**PROBLEM DESCRIPTION:**
All entries below need to be written out exactly, but without their pictures.

── THE INPUT

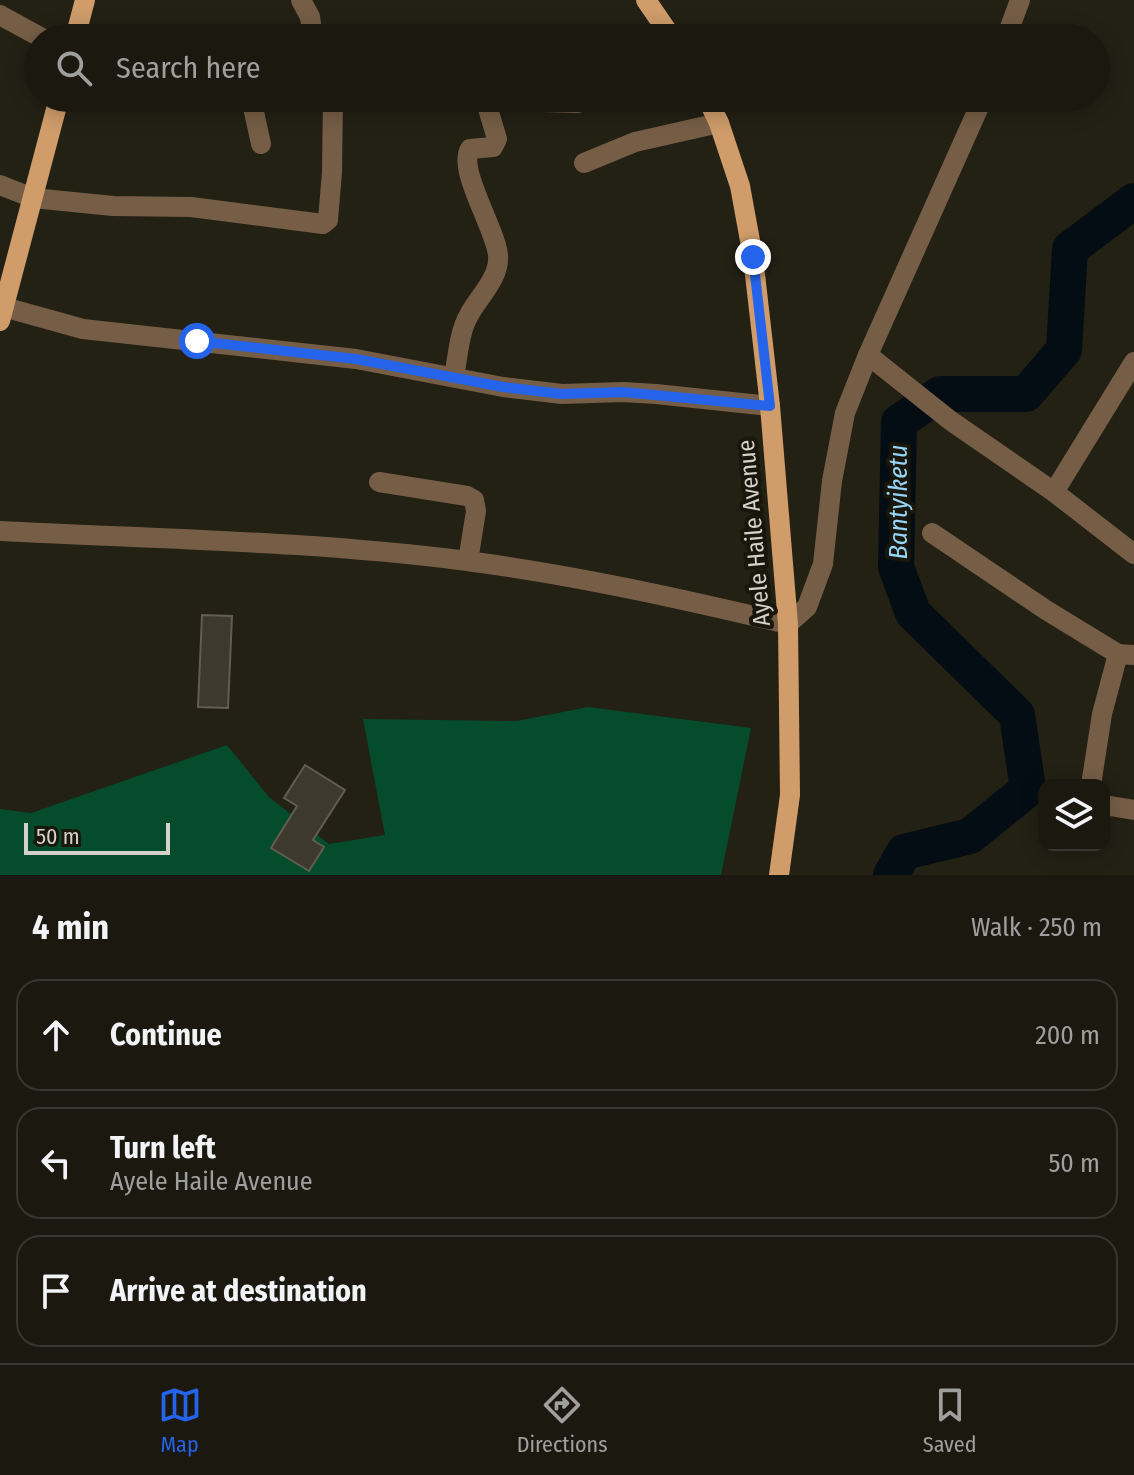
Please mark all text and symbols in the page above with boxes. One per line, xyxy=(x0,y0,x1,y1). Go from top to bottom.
search box xyxy=(24,24,1110,112)
icon: search xyxy=(52,46,96,90)
text: Search here xyxy=(116,50,261,86)
route end xyxy=(735,239,771,275)
route start xyxy=(179,323,215,359)
street label: Ayele Haile Avenue xyxy=(732,439,776,627)
water label: Bantyiketu xyxy=(883,445,914,559)
map controls xyxy=(1038,779,1110,851)
button: layers xyxy=(1038,779,1110,851)
scale bar xyxy=(24,819,170,855)
text: 50 m xyxy=(36,823,80,850)
text: 4 min xyxy=(32,907,109,948)
text: Walk · 250 m xyxy=(971,912,1102,943)
icon: ahead xyxy=(34,1013,78,1057)
text: Continue xyxy=(110,1017,222,1053)
text: 200 m xyxy=(1035,1020,1100,1051)
text: Turn left xyxy=(110,1130,216,1166)
icon: left xyxy=(34,1141,78,1185)
text: 50 m xyxy=(1048,1148,1100,1179)
text: Ayele Haile Avenue xyxy=(110,1166,313,1197)
icon: arrive xyxy=(34,1269,78,1313)
text: Arrive at destination xyxy=(110,1273,367,1309)
tab: Map xyxy=(158,1383,202,1458)
tab: Directions xyxy=(517,1383,608,1458)
tab: Saved xyxy=(923,1383,976,1458)

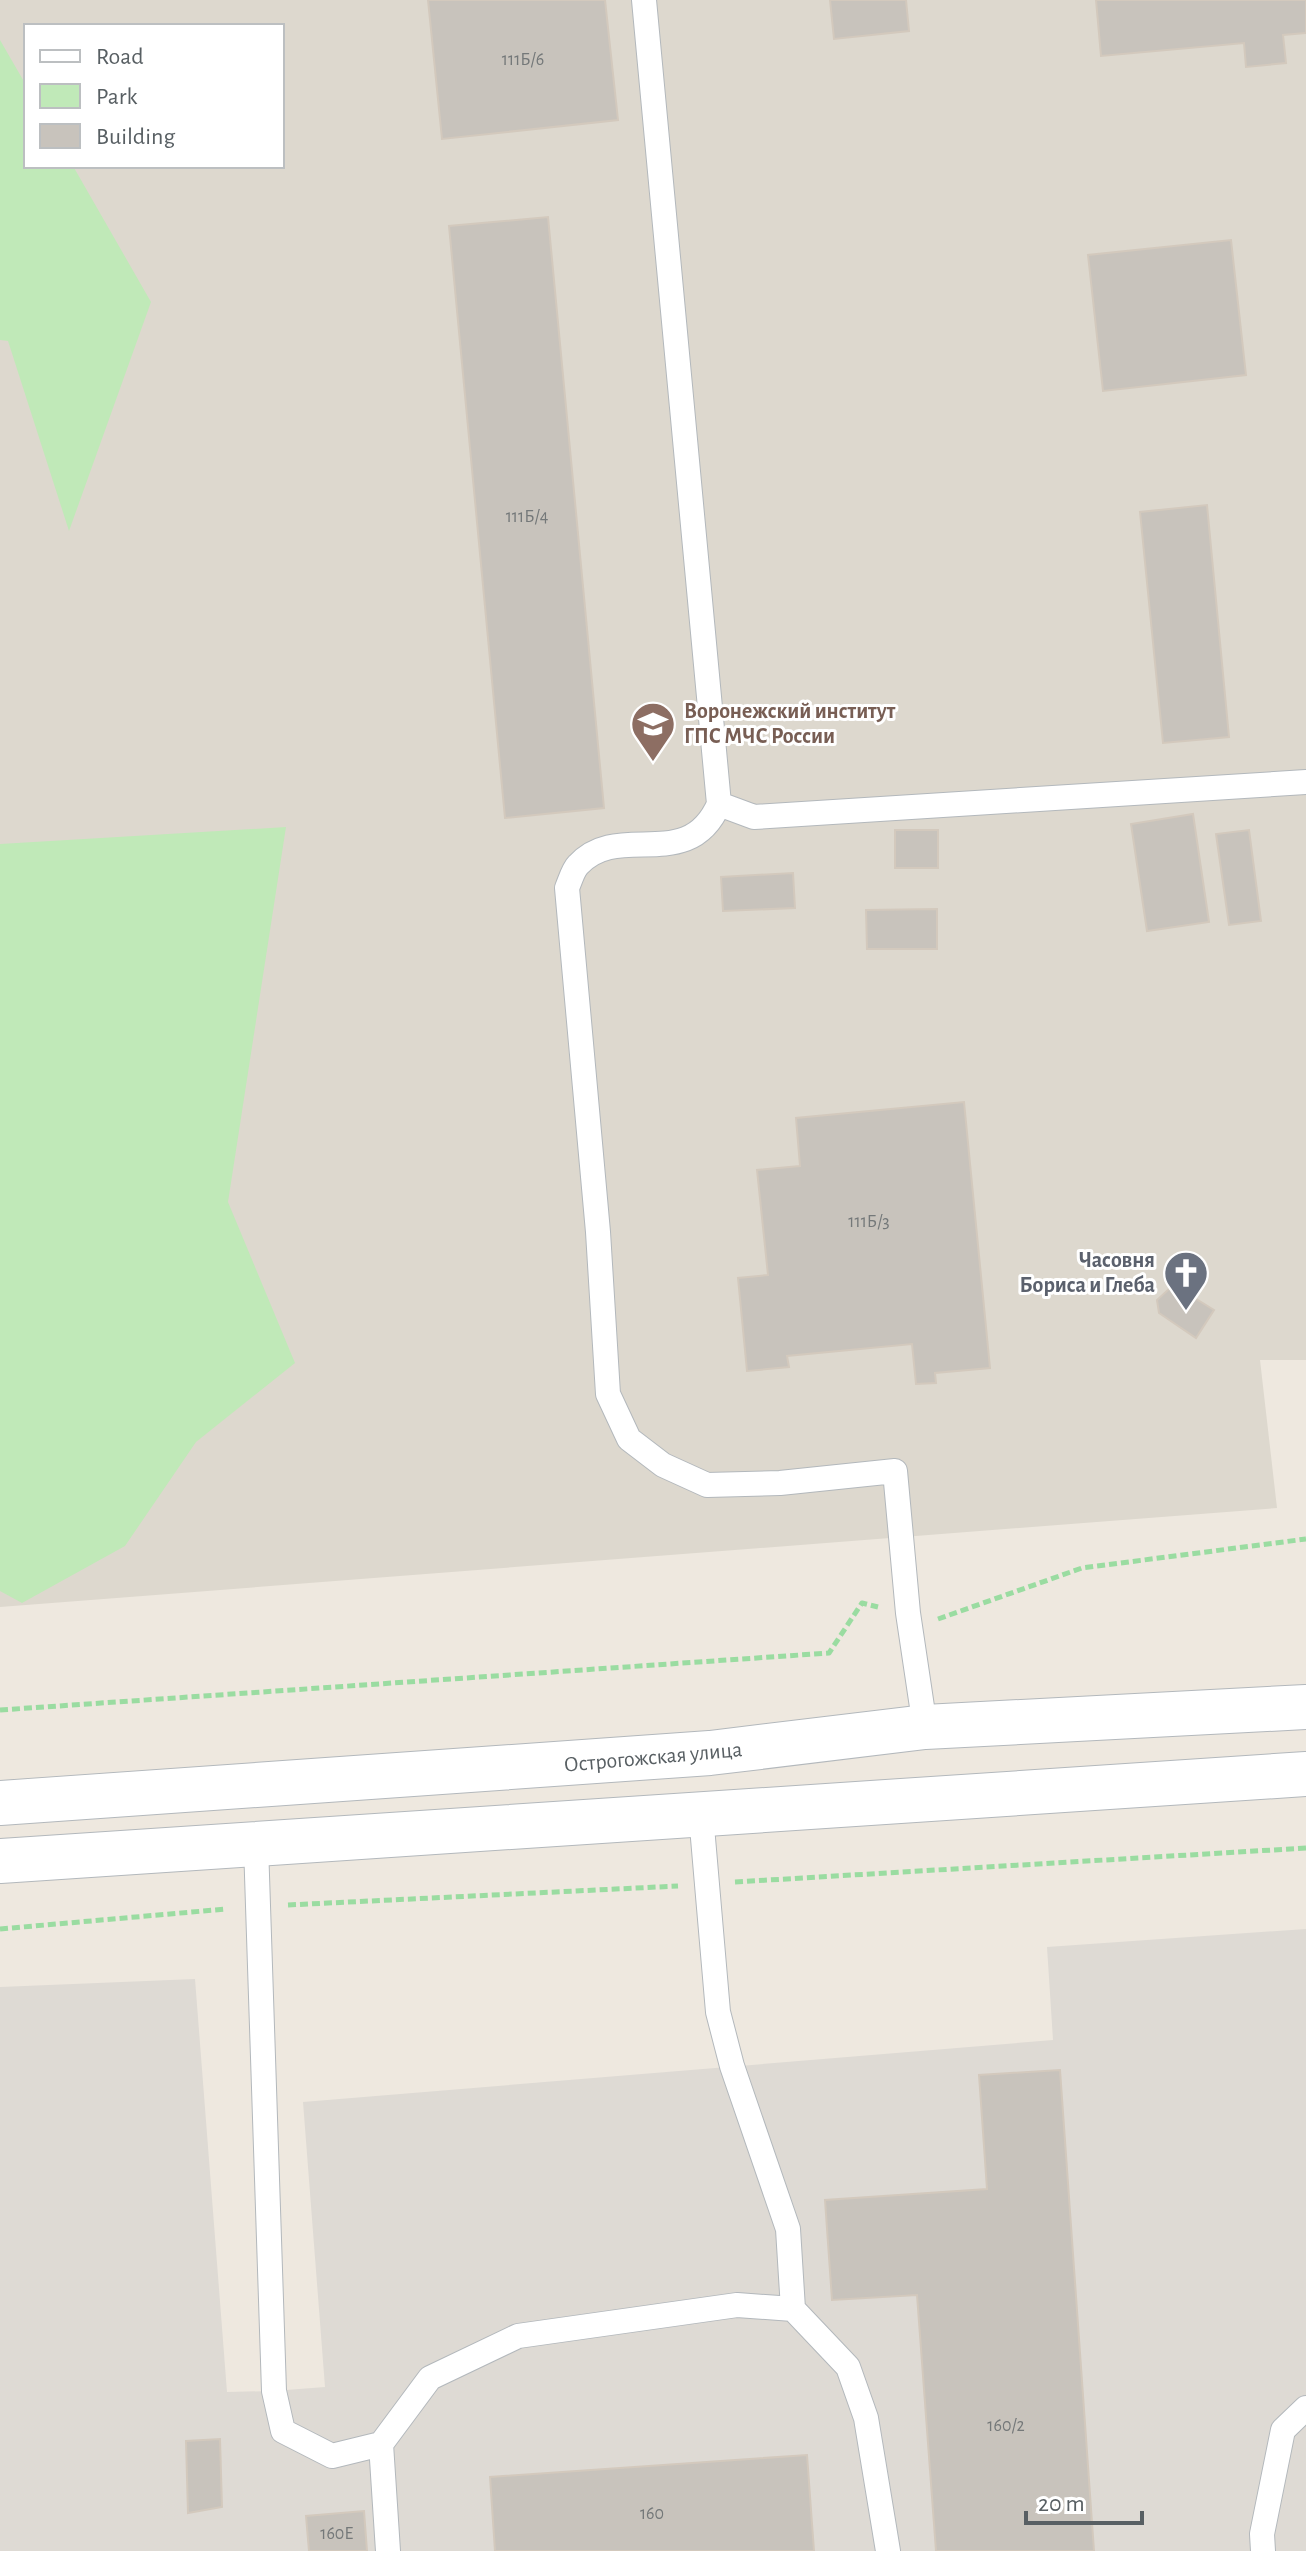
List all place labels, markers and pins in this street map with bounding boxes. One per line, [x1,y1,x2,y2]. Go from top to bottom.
school or university icon: Воронежский институт ГПС МЧС России [629,700,677,763]
place label: Воронежский институт ГПС МЧС России [684,700,896,747]
place label: Часовня Бориса и Глеба [1019,1249,1155,1296]
church icon: Часовня Бориса и Глеба [1162,1249,1210,1312]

────

**SOLUTION TO THIS PROBLEM:**
Please mark all text and symbols in the page above with boxes. One per line, xyxy=(x0,y0,x1,y1). Go from top to bottom.
search box xyxy=(24,24,1110,112)
icon: search xyxy=(52,46,96,90)
text: Search here xyxy=(116,50,261,86)
route end xyxy=(735,239,771,275)
route start xyxy=(179,323,215,359)
street label: Ayele Haile Avenue xyxy=(732,439,776,627)
water label: Bantyiketu xyxy=(883,445,914,559)
map controls xyxy=(1038,779,1110,851)
button: layers xyxy=(1038,779,1110,851)
scale bar xyxy=(24,819,170,855)
text: 50 m xyxy=(36,823,80,850)
text: 4 min xyxy=(32,907,109,948)
text: Walk · 250 m xyxy=(971,912,1102,943)
icon: ahead xyxy=(34,1013,78,1057)
text: Continue xyxy=(110,1017,222,1053)
text: 200 m xyxy=(1035,1020,1100,1051)
text: Turn left xyxy=(110,1130,216,1166)
icon: left xyxy=(34,1141,78,1185)
text: 50 m xyxy=(1048,1148,1100,1179)
text: Ayele Haile Avenue xyxy=(110,1166,313,1197)
icon: arrive xyxy=(34,1269,78,1313)
text: Arrive at destination xyxy=(110,1273,367,1309)
tab: Map xyxy=(158,1383,202,1458)
tab: Directions xyxy=(517,1383,608,1458)
tab: Saved xyxy=(923,1383,976,1458)

List all place labels, markers and pins in this street map with bounding boxes. One per line, [x1,y1,x2,y2]. Go from top to bottom.
school or university icon: Воронежский институт ГПС МЧС России [629,700,677,763]
place label: Воронежский институт ГПС МЧС России [684,700,896,747]
place label: Часовня Бориса и Глеба [1019,1249,1155,1296]
church icon: Часовня Бориса и Глеба [1162,1249,1210,1312]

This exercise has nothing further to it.